殺手被這突如其來的力道震得連連後退,一臉警惕地看向突然出現的男子。
岑霧聞聲回頭,就看到一個身著青色長衫的男子站在自己身前,身姿挺拔,麵容俊朗,眉眼間帶著幾分溫潤,卻又透著一股不容小覷的淩厲氣場。他手持長劍,將岑霧護在身後,眼神冰冷地盯著眼前的兩個殺手。
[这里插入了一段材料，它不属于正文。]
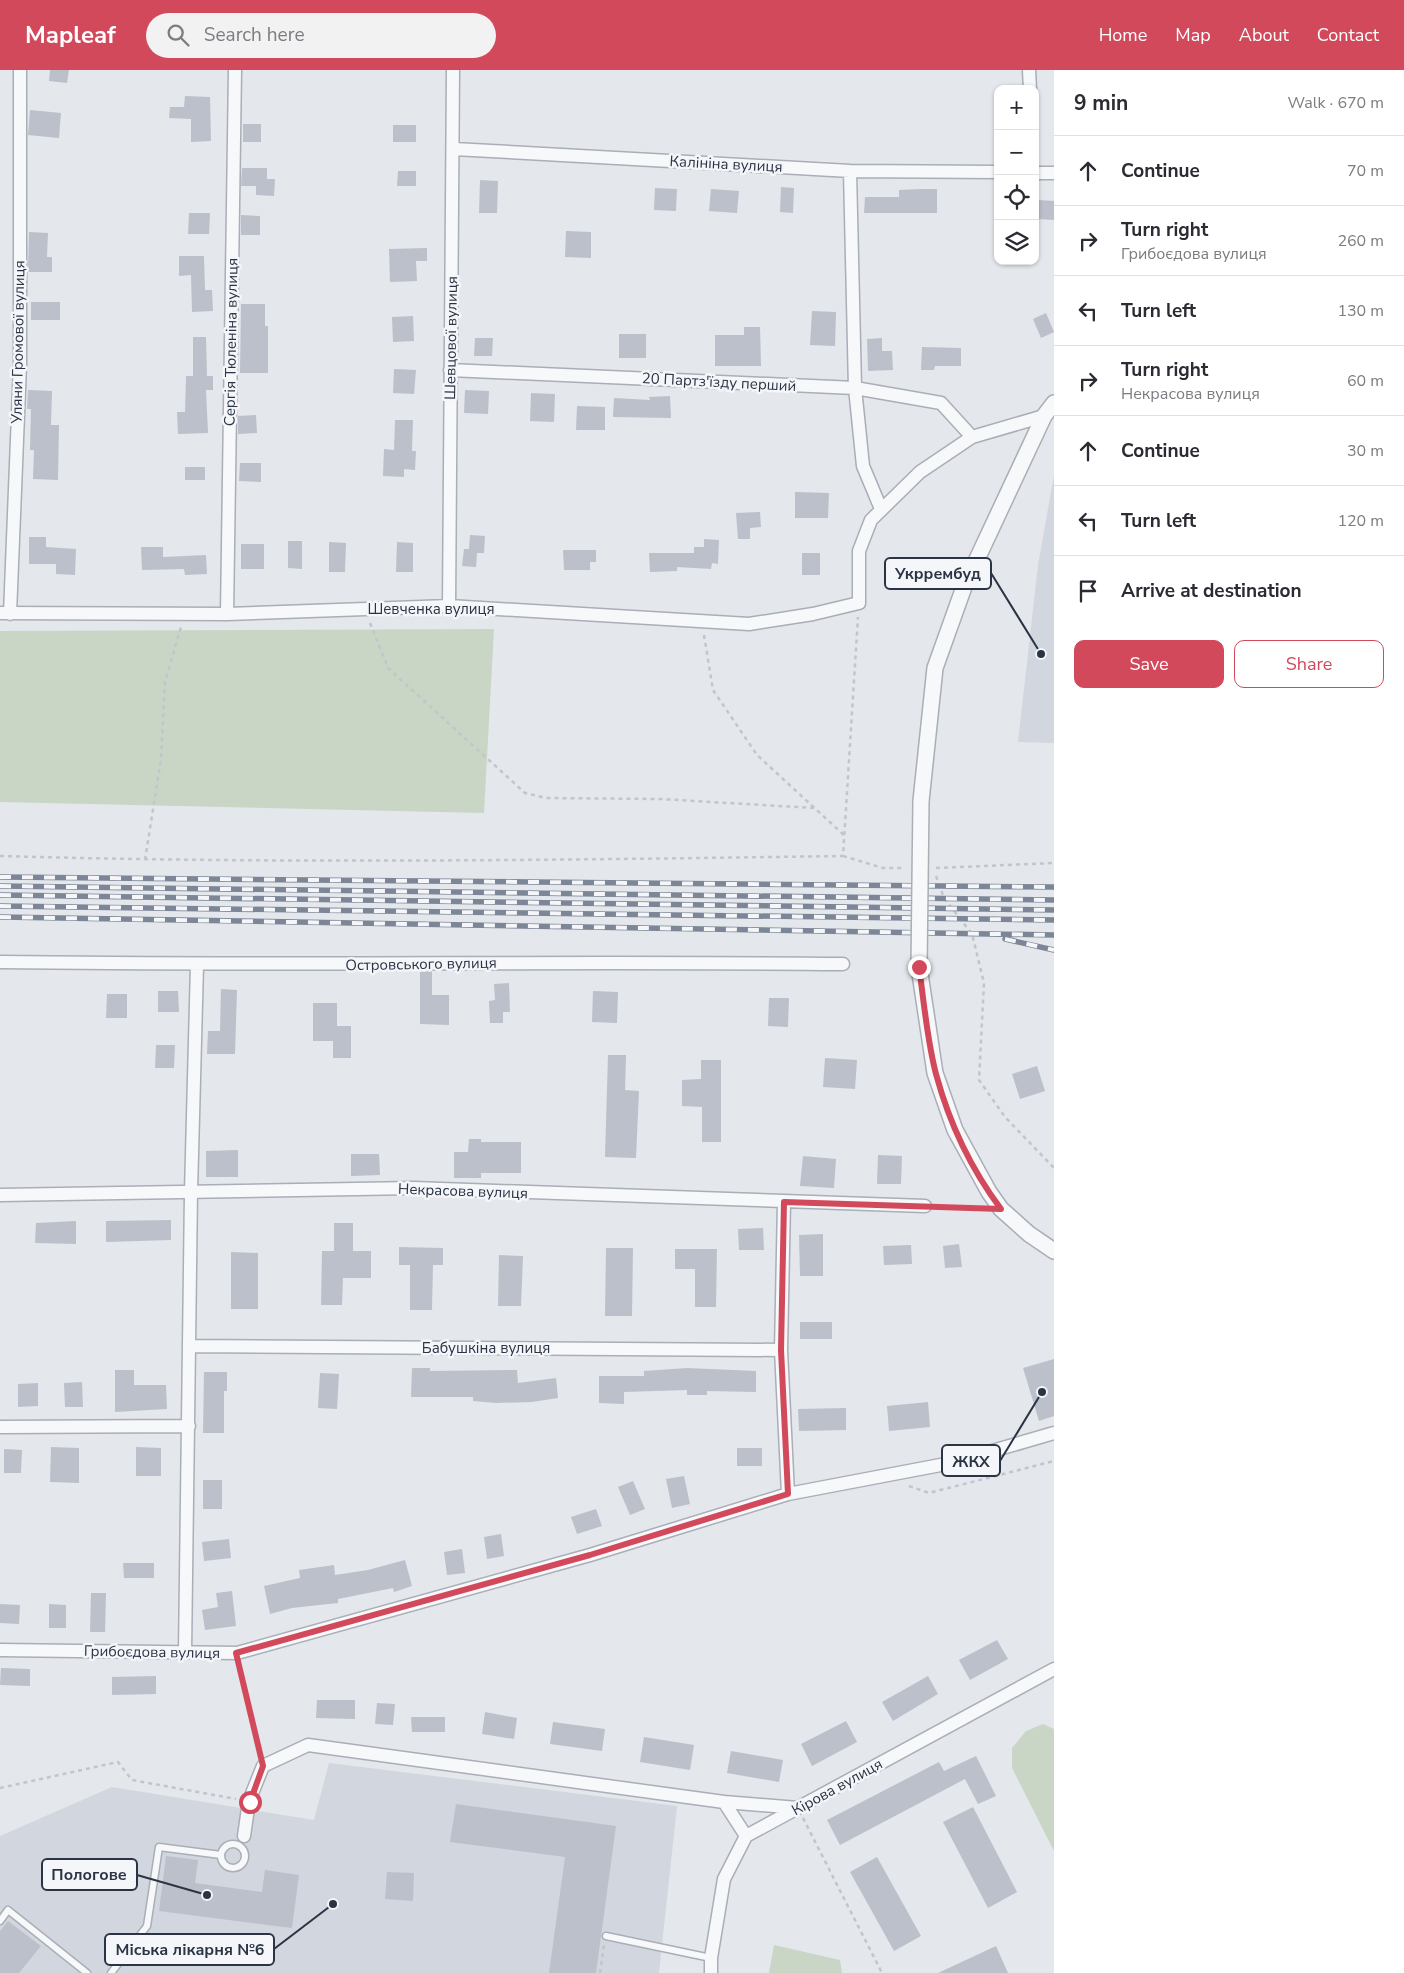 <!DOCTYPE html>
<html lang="en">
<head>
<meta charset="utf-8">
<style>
  :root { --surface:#fff; --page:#f2f2f3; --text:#2b2b33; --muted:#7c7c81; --line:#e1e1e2; --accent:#d1495b }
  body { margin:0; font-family:"Nunito Sans",sans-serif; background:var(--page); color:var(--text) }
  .controls { position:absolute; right:15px; top:15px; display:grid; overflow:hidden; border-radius:10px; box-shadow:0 1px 4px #0004 }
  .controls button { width:45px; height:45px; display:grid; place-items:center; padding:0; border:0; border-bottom:1px solid var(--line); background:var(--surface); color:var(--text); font:25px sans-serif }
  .stop { position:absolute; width:15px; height:15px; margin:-11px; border:4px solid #d1495b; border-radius:50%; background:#fff }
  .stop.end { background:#d1495b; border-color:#fff; box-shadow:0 1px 5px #0008 }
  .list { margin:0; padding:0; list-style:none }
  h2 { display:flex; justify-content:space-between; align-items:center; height:65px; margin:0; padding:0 20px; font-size:21px }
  h2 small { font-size:16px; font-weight:400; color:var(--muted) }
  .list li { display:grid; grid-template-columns:32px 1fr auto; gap:15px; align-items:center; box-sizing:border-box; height:70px; padding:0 20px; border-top:1px solid var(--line) }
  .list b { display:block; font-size:19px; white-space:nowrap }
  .list p { margin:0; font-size:16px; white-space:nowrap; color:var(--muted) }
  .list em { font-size:16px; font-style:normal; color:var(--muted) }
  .actions { display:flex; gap:10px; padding:15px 20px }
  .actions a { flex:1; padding:11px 0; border:1px solid var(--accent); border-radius:10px; text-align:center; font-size:18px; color:var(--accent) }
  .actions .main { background:var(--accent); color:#fff }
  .icon { flex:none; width:28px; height:28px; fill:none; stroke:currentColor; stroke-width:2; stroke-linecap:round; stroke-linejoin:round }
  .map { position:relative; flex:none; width:1054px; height:1903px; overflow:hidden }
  header { display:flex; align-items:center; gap:30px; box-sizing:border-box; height:70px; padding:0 25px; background:var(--accent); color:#fff }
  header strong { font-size:24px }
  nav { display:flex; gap:28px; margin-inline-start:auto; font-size:18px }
  .search { width:350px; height:45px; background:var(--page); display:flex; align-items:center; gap:12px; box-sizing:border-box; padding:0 18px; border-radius:28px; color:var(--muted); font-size:19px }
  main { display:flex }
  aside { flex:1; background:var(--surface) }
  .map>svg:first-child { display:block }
</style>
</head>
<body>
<header>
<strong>Mapleaf</strong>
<div class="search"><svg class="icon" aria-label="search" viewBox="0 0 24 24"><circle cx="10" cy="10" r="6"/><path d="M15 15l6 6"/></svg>Search here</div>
<nav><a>Home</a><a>Map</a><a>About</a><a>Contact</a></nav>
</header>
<main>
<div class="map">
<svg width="1054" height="1903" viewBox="0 0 1054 1903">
  <rect width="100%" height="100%" fill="#e4e7ec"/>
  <path fill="#d2d6de" d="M1054,405V673L1018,672L1038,495Z
    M329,1693L677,1736L659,1903H0V1766L112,1717L314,1750Z"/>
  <path fill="#c9d6c5" d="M494,559L484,743L0,732V561Z
    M1043,1654L1054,1659V1781L1012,1698V1678L1026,1661Z
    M774,1875L840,1890L842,1903H769Z"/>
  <path fill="#bbc0ca" d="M50,0H69L67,13L49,11Z
    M185,26L210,27L211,71L191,72V49L169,48L170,37H184Z
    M30,40L61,43L59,68L28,65Z
    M243,54H261V72H243Z
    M393,55H416V72H393Z
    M242,98H267V109H275L274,126L256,125V116H241Z
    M398,101H416V116H397Z
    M480,110L498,111L497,143H479Z
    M781,117L794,118L793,143L780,142Z
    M655,118L677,119L676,141L654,140Z
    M711,119L739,121L737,143L709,141Z
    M922,119H937V143H864L865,127H899V120Z
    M1038,130L1054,131V150L1037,149Z
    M189,143H210L209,164H188Z
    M241,145L260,146V165H241Z
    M566,161L591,162V188L565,187Z
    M29,162L48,163L47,187H52V202H28Z
    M427,178V191H416L417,211L390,212L389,179Z
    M179,186H204L205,220H212L213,241L192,242L191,205L179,206Z
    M31,232H60V250H31Z
    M241,234H265V256H268V303H240Z
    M812,241L836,242L835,276L810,275Z
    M1046,243L1054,262L1041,268L1033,249Z
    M413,246L414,271L393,272L392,247Z
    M744,257H760L761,296H715V265H744Z
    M619,264H646V288H619Z
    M193,267H206L207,306H213V320H206L208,363L178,364L177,342H185L186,306H193Z
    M475,268H493L492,286H474Z
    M882,268V281H892L893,300L868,301L867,269Z
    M922,277L961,278V296H935L934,300H921Z
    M394,299L416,300L414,324L393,323Z
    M28,320L52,321L51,355H59L58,410L33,409L34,380H30L31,339H27Z
    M465,320L489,321L488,344L464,343Z
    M531,323L555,324L554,352L530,351Z
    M670,326L671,348L613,347L614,328L650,330L649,327Z
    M577,336L605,337V360H576Z
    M256,345L257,363L238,364V346Z
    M395,350H413L412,381H416L415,400L404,399V407L383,406L384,379L394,380Z
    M240,393H261V412L239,411Z
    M185,397H205V410H185Z
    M795,422L829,423L828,448H795Z
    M760,442L761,457L750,458V469H738L736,443Z
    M470,465L485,466L484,483H477L476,497L462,496L464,479H469Z
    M29,467H46V477L76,479L75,505L56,504V494H29Z
    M704,469L719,470L718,494L712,493L711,499L677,497V501L650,502L649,483H694V477H704Z
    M288,471H302V499L288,498Z
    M329,472L346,473L345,502H329Z
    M397,472L413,473V502H396Z
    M241,474H264V499H241Z
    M141,477H163V487L206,485L207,504L185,505L184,499L142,500Z
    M563,480H596V492H590V500H564Z
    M802,483H820V505H802Z
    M432,901V925H449V955L420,954V902Z
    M509,913L510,942H503V953H490L489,931L495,930L494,914Z
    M221,919L237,920L235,984H207L208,961H220Z
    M158,921H178L179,942H158Z
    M593,921L618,922L617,953L592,952Z
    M107,924H127V948H106Z
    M769,928H789L788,957L768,956Z
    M313,933H337V956H351V988H333V971H313Z
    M156,975H175L174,998H155Z
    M608,985H626L625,1020L639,1021L636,1088L605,1087Z
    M825,988L857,990L855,1019L823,1017Z
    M701,990H721V1072H702V1037L682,1036V1010L701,1009Z
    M1037,996L1045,1021L1020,1029L1012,1004Z
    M469,1069H481V1072H521V1103H481V1108H454V1082H468Z
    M238,1080V1107H206V1081Z
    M351,1084H379L380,1105L351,1106Z
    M878,1085L902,1086L901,1114H877Z
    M803,1086L836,1089L834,1118L800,1116Z
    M171,1150V1170L106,1172V1151Z
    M76,1151V1174L35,1173L36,1153Z
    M334,1153H353V1181H371V1208H343L342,1235H321L322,1181H334Z
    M763,1158L764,1180H739L738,1159Z
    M823,1164V1206H800L799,1165Z
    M959,1174L962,1197L945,1198L943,1176Z
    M911,1175L912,1194L884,1195L883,1176Z
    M399,1177L443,1178V1195H433L432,1240H410V1195H399Z
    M606,1178H633L632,1246H605Z
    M675,1179H717L716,1237H695V1199H675Z
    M231,1182L258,1183V1239H231Z
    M499,1185L523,1186L521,1236H498Z
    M800,1252H832V1269H800Z
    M1054,1289V1346L1039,1351L1023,1298Z
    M412,1298H430V1301L517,1300L518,1313L556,1308L558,1328L532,1332L496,1333L473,1331V1327H411Z
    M687,1298L756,1301V1322L707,1321V1325H687V1320L624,1322V1334L599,1333V1306H644V1301Z
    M115,1300H134V1315H166L167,1339L115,1342Z
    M204,1302H227V1321H224V1363H203Z
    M320,1303L339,1304L337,1339L318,1338Z
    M82,1312L83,1337H65L64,1313Z
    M38,1313V1336L18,1337V1314Z
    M928,1332L930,1357L889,1361L887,1336Z
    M846,1338V1360L799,1361L798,1339Z
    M51,1377L79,1378V1413L50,1412Z
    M136,1377L161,1378V1406H136Z
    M737,1378H762V1396H737Z
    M4,1379L22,1380L21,1403H4Z
    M684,1406L690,1434L672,1438L666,1409Z
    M203,1410H222V1439H203Z
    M633,1411L645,1439L630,1445L618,1417Z
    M596,1439L602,1456L577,1464L571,1447Z
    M501,1464L504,1486L487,1489L484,1467Z
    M229,1469L231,1488L204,1491L202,1472Z
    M462,1479L465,1503L447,1505L444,1482Z
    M405,1490L412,1516L394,1522L393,1518L338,1529V1533L292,1538L270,1544L264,1516L300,1508L299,1500L334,1495L335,1505L368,1500Z
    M123,1493H154V1508H124Z
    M232,1521L236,1556L205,1560L202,1540L218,1537L216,1523Z
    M91,1523H106L105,1562H90Z
    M0,1534L20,1535L19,1554L0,1553Z
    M49,1534L66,1535V1558H49Z
    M997,1570L1008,1589L970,1610L959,1590Z
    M1,1598L30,1599V1616L0,1615Z
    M156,1606V1624L112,1625V1607Z
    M928,1606L938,1624L893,1651L882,1632Z
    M317,1630H355V1649L316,1648Z
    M377,1633L395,1634L393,1655L375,1654Z
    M485,1642L517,1648L514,1669L482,1664Z
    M411,1647H445V1662H412Z
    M846,1651L857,1672L812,1696L801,1674Z
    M553,1652L605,1659L602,1681L550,1674Z
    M644,1667L694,1675L690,1700L640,1692Z
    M731,1681L783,1690L779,1712L727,1703Z
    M976,1686L996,1726L978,1734L965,1709L840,1775L827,1750L939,1692L944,1701Z
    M456,1734L616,1756L596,1903H549L565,1787L450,1772Z
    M973,1737L1017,1822L988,1838L943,1752Z
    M166,1786L198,1790L195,1813L262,1822L265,1800L299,1805L292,1858L159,1841Z
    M877,1787L921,1866L894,1881L850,1802Z
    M387,1802L414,1803L413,1831L385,1829Z
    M8,1851L41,1876L19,1903H0V1861Z
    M996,1876L1008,1903H938Z"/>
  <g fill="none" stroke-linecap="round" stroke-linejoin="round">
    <defs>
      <path id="service" d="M221 1786a12 12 0 1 1 24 0a12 12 0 1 1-24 0Z
        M0,1851L8,1840L87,1903
        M606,1866L711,1888
        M111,1903L147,1856L159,1777L221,1785"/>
      <path id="minor" d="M1029,0L1030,19
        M454,79L850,101L998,102
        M850,101L855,318L863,396L881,439
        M1035,103H1054
        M450,300L855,318L941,333L972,367
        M449,536L453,0
        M0,543L227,544L449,536L749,554L813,544L859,533V481L871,450L920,402L972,367L1044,346
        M10,544L20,295V0
        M227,544L235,0
        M0,892C281,896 562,891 843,894
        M0,1125L414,1118L925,1136
        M784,1132L781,1280L788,1424
        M190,1276L781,1280
        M0,1357L189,1356
        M0,1580L237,1583L590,1485L788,1424L951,1393L1054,1363
        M185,1582L191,1122L197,895
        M724,1732L798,1738
        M244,1766L249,1731L263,1696L308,1675L724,1732L746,1766
        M711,1903V1888L724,1809L746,1766L1054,1599"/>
      <path id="tertiary" d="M921,731L935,598L964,517L1044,346L1054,333
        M919,897L935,1003L955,1060L989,1122L1001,1139L1029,1164L1054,1181"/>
    </defs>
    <use href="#service" stroke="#a9aeb7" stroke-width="9"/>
    <use href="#minor" stroke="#a9aeb7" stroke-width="15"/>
    <use href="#tertiary" stroke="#a9aeb7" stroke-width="18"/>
    <path stroke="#c2c5cb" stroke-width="2.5" stroke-dasharray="4 4" stroke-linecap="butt" d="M370,553L388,598L525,723L546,728L660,729L814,738
      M704,565L713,620L757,685L845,766
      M0,786C281,794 562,790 843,786L858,547
      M843,786L883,798H905
      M145,790L161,689L165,612L181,557
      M936,798L1054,793
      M936,806L944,828L972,864L984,913L979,1010L1005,1047L1054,1098
      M939,1137L983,1138
      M909,1416L929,1423L1054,1391
      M240,1597L260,1684
      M0,1718L118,1692L132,1710L236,1729
      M803,1748L882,1903
      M600,1903L604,1875"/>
    <use href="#service" stroke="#f7f8fa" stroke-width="6"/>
    <use href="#minor" stroke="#f7f8fa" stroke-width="12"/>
    <use href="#tertiary" stroke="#f7f8fa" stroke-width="15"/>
    <defs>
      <path id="rail" d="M0,807L1054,817
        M0,816L1054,830
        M0,825L1054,840
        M0,836L1054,850
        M0,847L1054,865
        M1005,869L1054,880"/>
    </defs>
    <use href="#rail" stroke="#7d8696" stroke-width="5.5"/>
    <use href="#rail" stroke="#f4f6f9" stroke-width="4" stroke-dasharray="11" stroke-linecap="butt"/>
    <defs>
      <path id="tertiary-bridge" d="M919,897L921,731"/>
    </defs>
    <use href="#tertiary-bridge" stroke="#a9aeb7" stroke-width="18" stroke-linecap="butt"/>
    <use href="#tertiary-bridge" stroke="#f7f8fa" stroke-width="15"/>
  </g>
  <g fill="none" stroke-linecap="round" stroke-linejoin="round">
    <path stroke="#d1495b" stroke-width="6" d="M250,1732L263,1696L236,1583L590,1485L788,1424L781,1280L784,1132L1001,1139C971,1099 949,1052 936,1004C927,970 924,932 919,897"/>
  </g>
  <g text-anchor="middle" stroke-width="5" stroke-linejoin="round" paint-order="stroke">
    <g font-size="15" fill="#2b3445" stroke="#f4f6f9">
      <text transform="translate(726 94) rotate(3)" y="5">Калініна вулиця</text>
      <text transform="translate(451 268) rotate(-89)" y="5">Шевцової вулиця</text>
      <text transform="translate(18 272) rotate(-89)" y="5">Уляни Громової вулиця</text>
      <text transform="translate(231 272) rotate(-89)" y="5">Сергія Тюленіна вулиця</text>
      <text transform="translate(719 312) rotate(3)" y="5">20 Партз'їзду перший</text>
      <text x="431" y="544">Шевченка вулиця</text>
      <text transform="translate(421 894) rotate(-1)" y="5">Островського вулиця</text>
      <text transform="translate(463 1121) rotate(2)" y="5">Некрасова вулиця</text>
      <text x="486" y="1283">Бабушкіна вулиця</text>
      <text transform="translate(152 1582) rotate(1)" y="5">Грибоєдова вулиця</text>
      <text transform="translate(837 1717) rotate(-29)" y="5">Кірова вулиця</text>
    </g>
  </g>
  <path fill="none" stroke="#2b3445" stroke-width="2" d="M1041 584L991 503M1042 1322L1000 1391M207 1825L137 1805M333 1834L274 1879"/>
  <g fill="#2b3445" stroke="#f4f6f9" stroke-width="2">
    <circle cx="1041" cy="584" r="5"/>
    <circle cx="1042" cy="1322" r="5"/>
    <circle cx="207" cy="1825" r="5"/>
    <circle cx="333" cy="1834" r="5"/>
  </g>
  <g fill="#f4f6f9" stroke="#2b3445" stroke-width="2">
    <rect x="885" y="488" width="106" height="31" rx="5"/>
    <rect x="942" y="1375" width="58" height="31" rx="5"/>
    <rect x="42" y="1789" width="95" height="31" rx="5"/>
    <rect x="105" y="1864" width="169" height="31" rx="5"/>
  </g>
  <g font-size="16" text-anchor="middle" font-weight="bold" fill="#2b3445">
    <text x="938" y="509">Укррембуд</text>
    <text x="971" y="1397">ЖКХ</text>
    <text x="89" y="1810">Пологове</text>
    <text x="190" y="1885">Міська лікарня №6</text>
  </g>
</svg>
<div class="controls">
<button>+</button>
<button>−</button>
<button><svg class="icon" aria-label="locate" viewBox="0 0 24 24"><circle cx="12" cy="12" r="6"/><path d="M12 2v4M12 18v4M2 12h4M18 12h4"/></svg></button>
<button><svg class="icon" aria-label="layers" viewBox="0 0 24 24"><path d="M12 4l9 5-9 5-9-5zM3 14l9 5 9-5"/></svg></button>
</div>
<div class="stop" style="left:250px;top:1732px"></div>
<div class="stop end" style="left:919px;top:897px"></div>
</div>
<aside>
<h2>9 min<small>Walk · 670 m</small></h2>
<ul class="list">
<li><svg class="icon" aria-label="ahead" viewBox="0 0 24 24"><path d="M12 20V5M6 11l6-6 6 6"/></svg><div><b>Continue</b></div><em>70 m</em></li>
<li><svg class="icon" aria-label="right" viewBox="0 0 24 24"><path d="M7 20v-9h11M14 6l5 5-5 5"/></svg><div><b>Turn right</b><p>Грибоєдова вулиця</p></div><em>260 m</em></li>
<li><svg class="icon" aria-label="left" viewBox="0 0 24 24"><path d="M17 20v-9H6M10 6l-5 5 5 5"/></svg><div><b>Turn left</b></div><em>130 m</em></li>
<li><svg class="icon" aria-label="right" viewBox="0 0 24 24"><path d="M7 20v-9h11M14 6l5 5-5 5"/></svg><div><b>Turn right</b><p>Некрасова вулиця</p></div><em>60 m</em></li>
<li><svg class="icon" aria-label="ahead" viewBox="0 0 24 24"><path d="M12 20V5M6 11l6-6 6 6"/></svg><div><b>Continue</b></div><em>30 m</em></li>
<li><svg class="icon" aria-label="left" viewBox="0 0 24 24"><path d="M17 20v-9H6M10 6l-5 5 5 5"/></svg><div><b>Turn left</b></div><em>120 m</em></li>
<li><svg class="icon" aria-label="arrive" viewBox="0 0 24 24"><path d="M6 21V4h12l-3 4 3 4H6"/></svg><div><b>Arrive at destination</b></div></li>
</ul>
<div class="actions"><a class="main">Save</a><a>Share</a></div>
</aside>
</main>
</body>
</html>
“什麼人,竟敢多管閒事!”其中一個殺手沉聲喝道,手裡的尖刀緊緊攥著,神色戒備。
岑青川握著長劍,語氣淡漠,卻帶著十足的威懾力:“光天化日之下,行兇殺人,當我不存在?”
岑青川從青樓的時候就一直跟岑霧身邊。
他有太多的話想要說
可他這個妹妹就是個犟種倔驢認定的事情絕對不會回頭。
兩個殺手見行蹤敗露,也不再多言,對視一眼,揮舞著尖刀朝著岑青川撲了上來,招式狠辣,招招致命。可他們不過是市井亡命之徒,哪裡是岑青川的對手,不過三五回合,就被岑青川打得節節敗退,身上接連捱了數劍,疼得嗷嗷直叫。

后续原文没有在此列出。